Tuesday, December 28, 2010

French fries and frozen custard


Upon hearing that my husband and I were going to spend the following day in Ocean City, Maryland, my mother had just one piece of advice: “Hit the boardwalk. Walk all the way to the end. Get a box of Thrasher’s french fries and cover them in vinegar. They’ll be the best fries you’ve ever had.”

Those fries were part of her childhood. Her father’s military career took her family practically everywhere, but Maryland was where she spent the most time, where many of her relatives still lived, where so many of her childhood memories were made. In fact, my own very first fuzzy memories are of Maryland, where my mom took me to meet my extended family when I was three years old. When we planned the road trip, it was never a question of whether or not we’d stop in Maryland. Since it was summer, Ocean City was our logical destination of choice.

The next day, we walked down the boardwalk hand in hand and enjoyed the warm sunshine and cool breeze common for the East Coast in June. It had changed since my mother had been, obviously, and there were now several Thrasher’s booths. But we walked all the way to the end, like she suggested, and we got ourselves a Medium box of fries. I thought they were tasty, but nothing spectacular. My husband couldn’t quite get into the taste of the added vinegar, but I thought it was genius.

Anyway, it wasn’t the taste of the fries that mattered. It was the fact that I was enjoying a staple from my mother’s childhood. How many people could say they’d gotten to do that? As I sat on the boardwalk and munched the fries, I pictured my mom there as a cute young kid on summer vacation. I wondered what I might, one day, tell my kid about my childhood trips…or about this cross country road trip I was on.

We’d barely finished the fries when we spotted another booth in the corner.

“Frozen custard?” I read. “What’s that? Is it like ice cream? Or some kind of pudding?”

“I don’t know,” my husband said. “But we should get some.”

We debated on whether or not to split an order before remembering we’re not the couple who shares desserts. He ordered plain chocolate; I ordered a chocolate and peanut butter twist. I took one bite and almost burst into tears from sheer joy. It was that good. It was like ice cream’s much prettier older sister with the perfect body, shiny hair and the Prom Queen crown. We were instantly obsessed. We devoured it and walked away before we were tempted to order more.

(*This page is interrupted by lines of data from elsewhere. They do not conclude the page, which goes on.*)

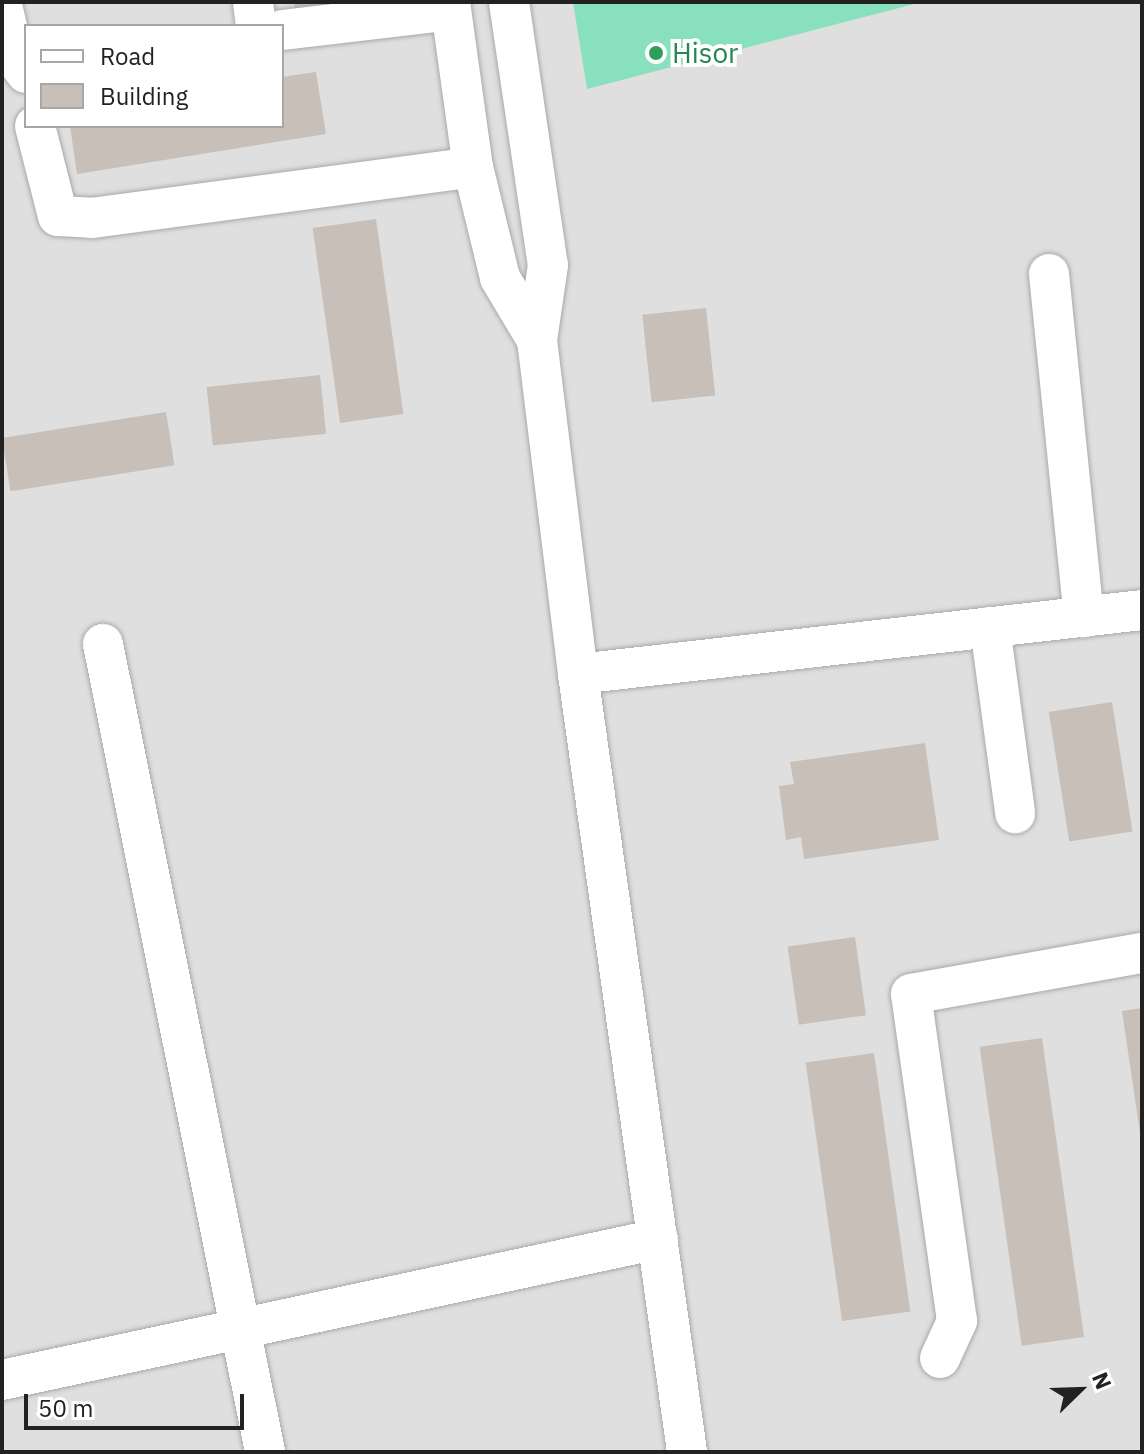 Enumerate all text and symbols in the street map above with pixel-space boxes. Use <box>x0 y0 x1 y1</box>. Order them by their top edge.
legend <box>24 24 284 128</box>
place label: Hisor <box>672 36 738 70</box>
text: Road <box>100 40 155 72</box>
marker: Hisor <box>647 44 665 62</box>
text: Building <box>100 80 188 112</box>
north arrow <box>1040 1350 1120 1430</box>
text: N <box>1086 1367 1119 1393</box>
scale bar <box>28 1378 248 1428</box>
text: 50 m <box>38 1392 93 1424</box>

I texted my mom about my findings, wondering why she hadn’t told me of this delicacy.

“Oh, Jessica,” was her reply. “I’d forgotten about it. My Uncle Lee bought me my first frozen custard when I was a little girl.”

Uncle Lee died of lung cancer before I was born. My middle name is Lee. So is hers. I’d unknowingly found another favorite childhood staple.

These days, the food I eat is more often than not consumed for its nutritional value and the energy it gives me, with thought given to calories and fat. But that day it was about eating for the sheer joy of the taste… eating through the eyes of a child who was now over 50 (sorry, Mom, but you are) without worry of what it would do to my waistline. Sometimes I think kids have the right mindset: food is meant to be enjoyed, not a punishment, and no matter what, there’s always room for ice cream (and frozen custard).